### [WHAT TO WORK ON]
Return, exactly as written, every line from the first line of the data below through the line that contains "Instruction: Extract the".

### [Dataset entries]

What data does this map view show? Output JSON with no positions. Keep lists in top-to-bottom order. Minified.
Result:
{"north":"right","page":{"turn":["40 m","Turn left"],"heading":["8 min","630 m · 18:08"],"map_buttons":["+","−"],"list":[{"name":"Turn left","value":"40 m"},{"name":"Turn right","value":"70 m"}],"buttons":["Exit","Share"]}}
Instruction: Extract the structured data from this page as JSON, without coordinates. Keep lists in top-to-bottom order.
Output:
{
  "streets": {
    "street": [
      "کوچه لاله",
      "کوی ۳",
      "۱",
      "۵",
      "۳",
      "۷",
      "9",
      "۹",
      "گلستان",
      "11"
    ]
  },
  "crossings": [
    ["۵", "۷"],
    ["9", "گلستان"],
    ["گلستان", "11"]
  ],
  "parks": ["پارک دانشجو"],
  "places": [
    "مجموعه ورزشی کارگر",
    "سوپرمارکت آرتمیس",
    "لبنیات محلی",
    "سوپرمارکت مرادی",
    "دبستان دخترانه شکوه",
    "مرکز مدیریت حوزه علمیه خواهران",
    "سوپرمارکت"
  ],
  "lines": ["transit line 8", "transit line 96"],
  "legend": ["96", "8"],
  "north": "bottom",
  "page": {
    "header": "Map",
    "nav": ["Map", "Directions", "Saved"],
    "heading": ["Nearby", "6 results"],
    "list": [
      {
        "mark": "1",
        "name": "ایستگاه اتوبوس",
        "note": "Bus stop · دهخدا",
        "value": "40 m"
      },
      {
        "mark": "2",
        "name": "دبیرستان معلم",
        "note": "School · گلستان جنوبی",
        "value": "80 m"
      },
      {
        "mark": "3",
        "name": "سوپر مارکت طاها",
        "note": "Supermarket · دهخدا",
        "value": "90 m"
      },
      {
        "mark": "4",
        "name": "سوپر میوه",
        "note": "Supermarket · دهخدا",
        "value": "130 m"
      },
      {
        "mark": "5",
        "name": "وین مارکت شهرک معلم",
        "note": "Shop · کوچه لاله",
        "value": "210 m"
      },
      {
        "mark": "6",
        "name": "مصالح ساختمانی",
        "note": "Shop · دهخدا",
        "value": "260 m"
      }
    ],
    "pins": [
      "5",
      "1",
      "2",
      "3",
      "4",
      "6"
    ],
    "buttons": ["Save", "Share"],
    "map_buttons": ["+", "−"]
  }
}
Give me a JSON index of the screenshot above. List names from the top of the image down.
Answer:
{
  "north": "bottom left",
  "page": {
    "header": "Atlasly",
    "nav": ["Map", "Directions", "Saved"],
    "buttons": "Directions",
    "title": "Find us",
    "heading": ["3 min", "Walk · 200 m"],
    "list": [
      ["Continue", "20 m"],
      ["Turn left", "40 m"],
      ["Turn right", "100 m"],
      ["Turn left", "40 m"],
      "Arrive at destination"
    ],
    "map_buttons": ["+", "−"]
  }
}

### [RESULT OF THIS TASK]
What data does this map view show? Output JSON with no positions. Keep lists in top-to-bottom order. Minified.
Result:
{"north":"right","page":{"turn":["40 m","Turn left"],"heading":["8 min","630 m · 18:08"],"map_buttons":["+","−"],"list":[{"name":"Turn left","value":"40 m"},{"name":"Turn right","value":"70 m"}],"buttons":["Exit","Share"]}}
Instruction: Extract the structured data from this page as JSON, without coordinates. Keep lists in top-to-bottom order.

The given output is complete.